Le imprese di maggiori dimensioni (250 e più addetti sono solo 3.200 unità e occupano il 18,3% del totale degli addetti, il 27,5% dei dipendenti e rappresentano il 29,6% del fatturato ed il 28,5% del valore aggiunto complessivo.
La produttività nominale delle microimprese fino a 10 dipendenti, misurata dal valore aggiunto per addetto, è pari in media a 26,5 mila euro.
Questo valore rappresenta il 43,8% di quello delle imprese oltre i 250 dipendenti, pari a 60,6 mila euro.
Questo fa si che la contrattazione aziendale può essere fatta seriamente solo a livello delle aziende oltre i 250 dipendenti, ed è altrettanto chiaro il motivo per cui la produttività del lavoro nel nostro paese è bassa, infatti le microimprese non sono in grado di fare quegli investimenti necessari per aumentare il valore aggiunto, cosa che può essere realizzato solo dalle imprese maggiori.
La contrattazione aziendale deve essere maggiormante sviluppata per garantire ai lavoratori il recupero di quote ulteriori di salario in queste aziende, oltre che introdurre innovazioni contrattuali sul versante dei diritti da riportare nella discussione del contratto nazionale per estenderle a tutti i lavoratori.
Una contrattazione che deve affrontare e risolvere i problemi dei lavoratori, invece che, come oggi avviene, solo quelli delle aziende.
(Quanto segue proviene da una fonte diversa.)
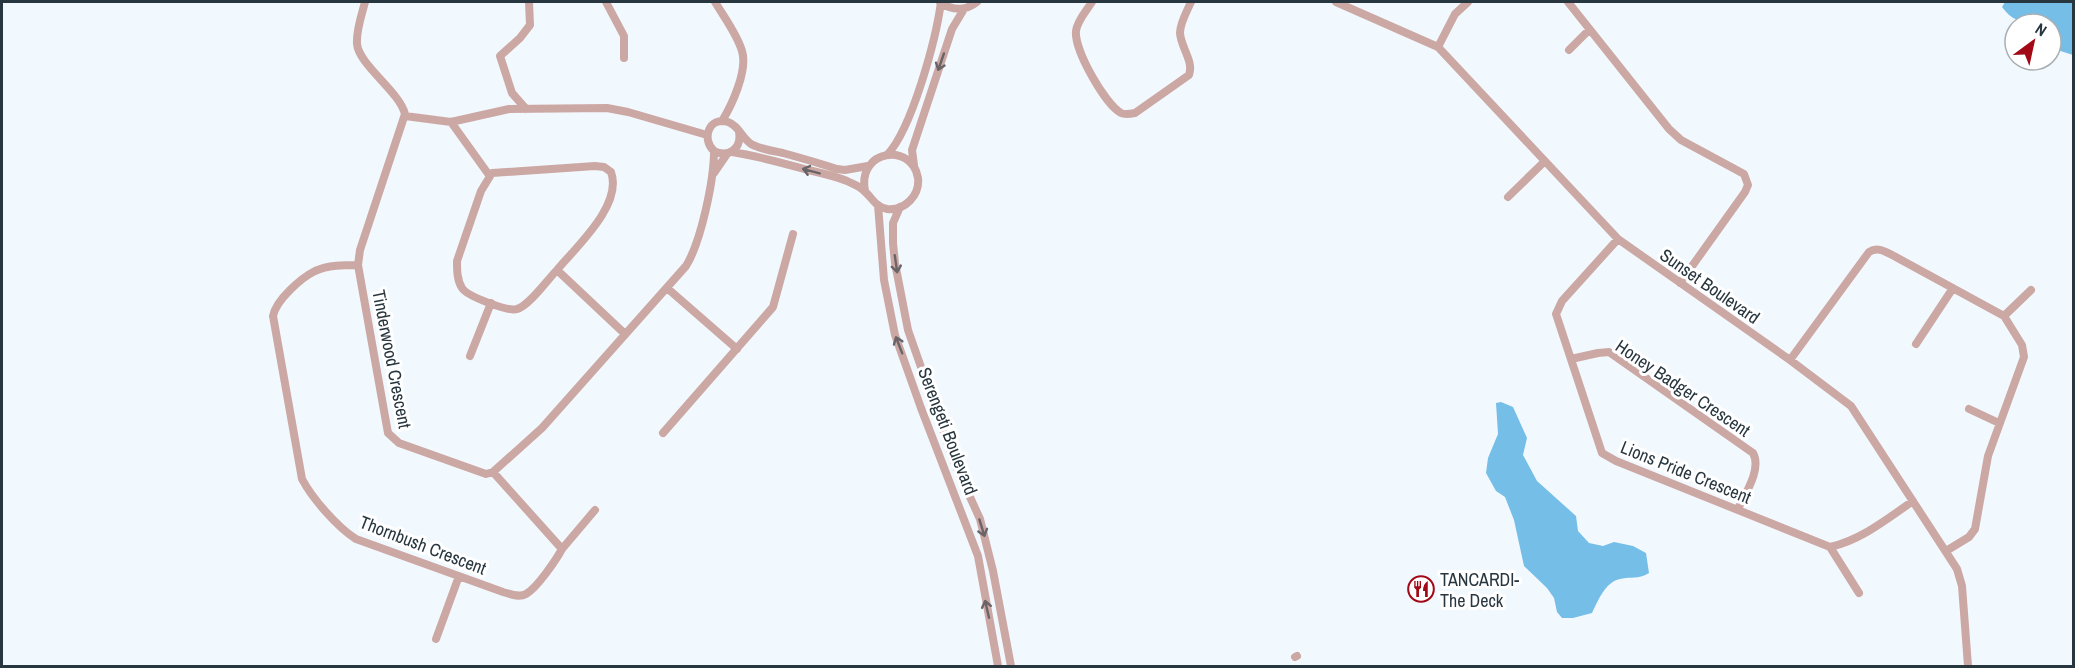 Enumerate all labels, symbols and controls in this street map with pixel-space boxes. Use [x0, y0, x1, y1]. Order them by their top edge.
north arrow [2003, 12, 2063, 72]
text: N [2031, 18, 2051, 41]
one-way arrow [934, 52, 945, 71]
one-way arrow [802, 164, 821, 176]
street label: Sunset Boulevard [1655, 242, 1765, 330]
one-way arrow [890, 253, 901, 273]
street label: Tinderwood Crescent [366, 288, 418, 430]
street label: Honey Badger Crescent [1611, 334, 1755, 442]
one-way arrow [893, 336, 904, 355]
street label: Serengeti Boulevard [912, 364, 984, 498]
street label: Lions Pride Crescent [1617, 434, 1755, 510]
street label: Thornbush Crescent [356, 509, 490, 581]
one-way arrow [977, 518, 988, 537]
place label: TANCARDI- The Deck [1440, 567, 1519, 613]
restaurant icon: TANCARDI- The Deck [1406, 574, 1436, 604]
one-way arrow [981, 600, 992, 619]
Affrontare i problemi dei lavoratori a partire da quelli salariali non legandoli alla produttività dall'orario e dai carichi di lavoro, sicurezza e salute, precarietà, servirebbe anche a ricostruire un livello di credibilità (alla) della iniziativa sindacale messo in crisi da anni di mancanza di intervento nei luoghi di lavoro.
In questo modo si ottiene un altro importante risultato, quello di dare ruolo ai delegati eletti dai lavoratori che svolgendo una funzione realmente rappresentativa possono tornare a rappresentare una sorta di contropotere a livello aziendale e non come oggi spesso accade, una sorta di ufficio distaccato del personale, strumento utile per l'azienda ma non per i lavoratori.
I salari debbono recuperare valore anche attraverso una riduzione del carico fiscale ai lavoratori dipendenti. Rilanciare la lotta all’evasione e all’elusione fiscale, aumentare gli introiti dello stato attraverso un maggior gettito fiscale sono i semplici e giusti strumenti di compensazione a questa semplice proposta. Vanno respinte misure che intervengano (come previsto dal governo) sugli straordinari e sul salario variabile, perché incentiverebbero l'autosfruttamento dei lavoratori ed interesserebbero solo una piccola parte di essi.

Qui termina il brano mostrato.